No programa comunitário de apoio à agricultura no período de 2007 a 2013, o Proder – que antecedeu o actual PDR2020 -, as garantias bancárias estavam previstas quando era pedido um adiantamento das verbas em projectos de investimento na exploração agrícola e na instalação de jovens agricultores. Nesses casos, era preciso constituir “uma caução correspondente a 110% do montante do adiantamento”, lê-se nos regulamentos. Contudo, no site do Instituto do Financiamento de Agricultura e Pescas (IFAP) – a entidade que paga os fundos – acrescenta-se mais informação. A necessidade de garantias pode também “decorrer de uma exigência contratual formulada no quadro da análise de risco da operação e/ou beneficiário”.

Mas, ao que o PÚBLICO apurou, não é muito habitual serem solicitadas garantias bancárias nos projectos financiados, sobretudo quando não está em causa um adiantamento de verbas. E isso mesmo foi confirmado por fonte da Autoridade de Gestão do PDR, cuja gestão foi recentemente alterada, que admitiu que a situação de Maria José Santos e Luís Dias, “não é, nem deve ser, uma prática regular”.

A mesma fonte admitiu que o pedido de garantia exigido nos casos em que há um elevado risco de o projecto agrícola ter maus resultados não está previsto em qualquer lei ou regulamentação. Mas há “disposições que obrigam os Estados-Membros a, em nome da protecção dos interesses financeiros da União Europeia e da necessidade de acautelar o risco inerente para o fundo, adoptar quaisquer medidas necessárias para assegurar uma protecção eficaz desses interesses, em especial para prevenir, detectar e corrigir irregularidades e recuperar montantes indevidamente pagos”. Foi o que sucedeu numa série de projectos de produção de pequenos frutos e cogumelos aprovados no Proder. E ainda esta semana, o Bloco de Esquerda avançou com um projecto de resolução no Parlamento para que seja abandonada a exigência de apresentação de garantias bancárias, fruto de várias reclamações de produtores (neste caso de cogumelos) que se sentem “discriminados e prejudicados relativamente a agricultores que optaram por outras actividades”.

Projectos chave na mão

Voltemos ao caso de Maria José e Luís. Em Março do ano passado, a entidade gestora do PDR alterou as exigências iniciais: de pré-contratual, a garantia passou a ser necessária depois de assinado o contrato de financiamento. Ou seja, qualquer despesa feita com a produção de amoras e bagas goji só seria paga com verbas comunitárias depois de apresentada a garantia bancária exigida. Os fundos para a agricultura só chegam efectivamente aos produtores mediante a apresentação de facturas de despesas já feitas. É, por isso, necessário ter verbas próprias ou, por exemplo, recorrer à banca para ter capital e começar a investir.

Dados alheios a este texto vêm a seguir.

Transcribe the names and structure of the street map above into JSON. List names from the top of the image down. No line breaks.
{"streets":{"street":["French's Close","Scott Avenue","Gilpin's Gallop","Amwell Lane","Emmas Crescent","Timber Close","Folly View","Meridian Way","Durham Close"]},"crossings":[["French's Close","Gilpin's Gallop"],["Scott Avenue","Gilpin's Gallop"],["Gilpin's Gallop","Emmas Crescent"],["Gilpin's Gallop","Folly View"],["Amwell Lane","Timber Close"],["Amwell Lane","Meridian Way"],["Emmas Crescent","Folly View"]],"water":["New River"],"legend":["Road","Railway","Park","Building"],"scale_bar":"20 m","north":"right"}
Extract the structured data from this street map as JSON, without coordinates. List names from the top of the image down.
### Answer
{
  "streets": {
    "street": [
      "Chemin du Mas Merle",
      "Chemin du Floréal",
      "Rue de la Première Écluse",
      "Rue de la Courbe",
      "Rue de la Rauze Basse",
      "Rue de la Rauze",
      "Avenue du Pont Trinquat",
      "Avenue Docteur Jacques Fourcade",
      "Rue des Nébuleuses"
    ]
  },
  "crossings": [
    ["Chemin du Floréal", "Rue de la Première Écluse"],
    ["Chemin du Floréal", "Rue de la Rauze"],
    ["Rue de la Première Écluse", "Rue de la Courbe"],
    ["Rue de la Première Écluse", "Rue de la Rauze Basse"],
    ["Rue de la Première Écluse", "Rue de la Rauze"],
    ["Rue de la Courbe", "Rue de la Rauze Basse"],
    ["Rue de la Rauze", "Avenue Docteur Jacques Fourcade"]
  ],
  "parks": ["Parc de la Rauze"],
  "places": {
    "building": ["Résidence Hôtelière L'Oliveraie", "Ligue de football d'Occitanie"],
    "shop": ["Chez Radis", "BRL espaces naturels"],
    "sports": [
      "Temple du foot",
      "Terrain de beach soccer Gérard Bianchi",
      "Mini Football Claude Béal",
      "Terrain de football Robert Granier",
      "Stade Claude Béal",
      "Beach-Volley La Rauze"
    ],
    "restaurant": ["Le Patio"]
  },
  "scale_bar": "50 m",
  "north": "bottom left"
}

“Na prática não mudou nada, mas permitiu-nos assinar o contrato e, com ele, obter um financiamento muito mínimo [junto da banca] para podermos plantar as amoras”, continua Luís Dias, acrescentando que perante a exigência das garantias os bancos fecharam portas. O contrato foi assinado em Julho e a plantação avançou, mas com muitas limitações financeiras. Decidiram suspender a das bagas goji.

A troca de cartas com as entidades públicas prosseguiu e, em Outubro, receberam uma resposta da gestora do PDR onde se detalham as razões para a prudência na atribuição dos fundos. Considerou-se o “projecto de elevado risco, com forte probabilidade de incumprimento do plano empresarial”. A necessidade de uma garantia bancária, continua o documento, “foi considerada transversalmente para os projectos de apoio de produção de cogumelos Shiitake apreciados na região no último trimestre de 2014”. Apesar de em causa estar uma produção de amoras e bagas goji e não de cogumelos, a entidade gestora dos fundos detalhava que existiam, no final do ano passado, “mais de 100 jovens agricultores instalados e os que chegaram ou estão a chegar às produções estão com dificuldades em vender o produto. Só alguns o conseguem”.

Tratam-se dos chamados “projectos chave na mão” em que fornecedores “fazem a candidatura, fornecem os equipamentos e os meios de produção e afirmam que escoarão o produto produzido”. “O que tem acontecido é que alguns destes fornecedores depois de terem recebido o dinheiro dos equipamentos e meios de produção, não estão a ajudar, sequer, a vender os cogumelos”, continua. Tendo em conta todos os riscos para o Estado – risco que só acontece quando são pagas as ajudas aos agricultores e não no acto do contrato desses fundos – faz sentido “dosear as garantias aos pagamentos”.

Luís Dias diz não saber “qualificar bem” o conteúdo da carta: “O que têm os cogumelos a ver connosco?”, questiona. Decidiu fazer queixa ao Tribunal de Contas Europeu ainda em Novembro do ano passado. Em resposta, este organismo disse que as informações “indiciam a possibilidade de ocorrência de irregularidades nas despesas da UE ou má gestão financeira”. Sem poder investigar ou instaurar acções penais, o tribunal refere que o caso terá de ser analisado pelo OLAF, o gabinete antifraude da Comissão Europeia que, em Fevereiro de 2016, recebeu a queixa dos produtores. Ainda não se sabe se decidiu abrir ou não um inquérito formal.

24 casos detectados

Fonte da autoridade de gestão do PDR adianta que, apesar de poder ser usado para assegurar que os fundos comunitários e públicos estão protegidos de eventuais riscos, o pedido de garantias bancárias deve “merecer uma adequada e profunda ponderação”. Além disso, o Ministério da Agricultura está “neste momento a proceder ao levantamento das situações em que foi exigida garantia bancária associada ao risco da operação”. Em alguns casos, foram feitas visitas ao local e, em função dos resultados, poderá ser levantada a exigência. “Este procedimento vai ser alargado a todos os promotores a quem foi exigida a constituição de garantia pelo que a situação terá evolução a curto prazo”, promete a entidade que gere os fundos da UE.

Questionado sobre o número de casos em que a condição foi imposta, a mesma fonte revela que no caso do Proder “essa prática foi adoptada apenas nos sectores dos cogumelos e pequenos frutos e abrangeu apenas 24 casos”. Em causa estão “ riscos identificados pela natureza do investimento de capital intensivo, a estrutura de custos e receitas, a especificidade do mercado para este tipo de produtos, a complexidade dos circuitos comerciais, a volatilidade dos preços, em muitos casos acrescido da inexperiência dos promotores”. Luís Dias volta a questionar: Se há elevado risco, porque se aprovam candidaturas?

O Proder - que terminou a sua vigência e foi substituído pelo PDR2020 - registou no total mais de 37.500 projectos. De acordo com informações anteriores do Ministério da Agricultura, alavancou um investimento superior a 7,6 mil milhões. Os apoios a jovens agricultores somaram 650 milhões de euros. E foram muitos os que, seduzidos pelo regresso aos campos, avançaram na produção agrícola com ajudas dos fundos comunitários e o aval das autoridades.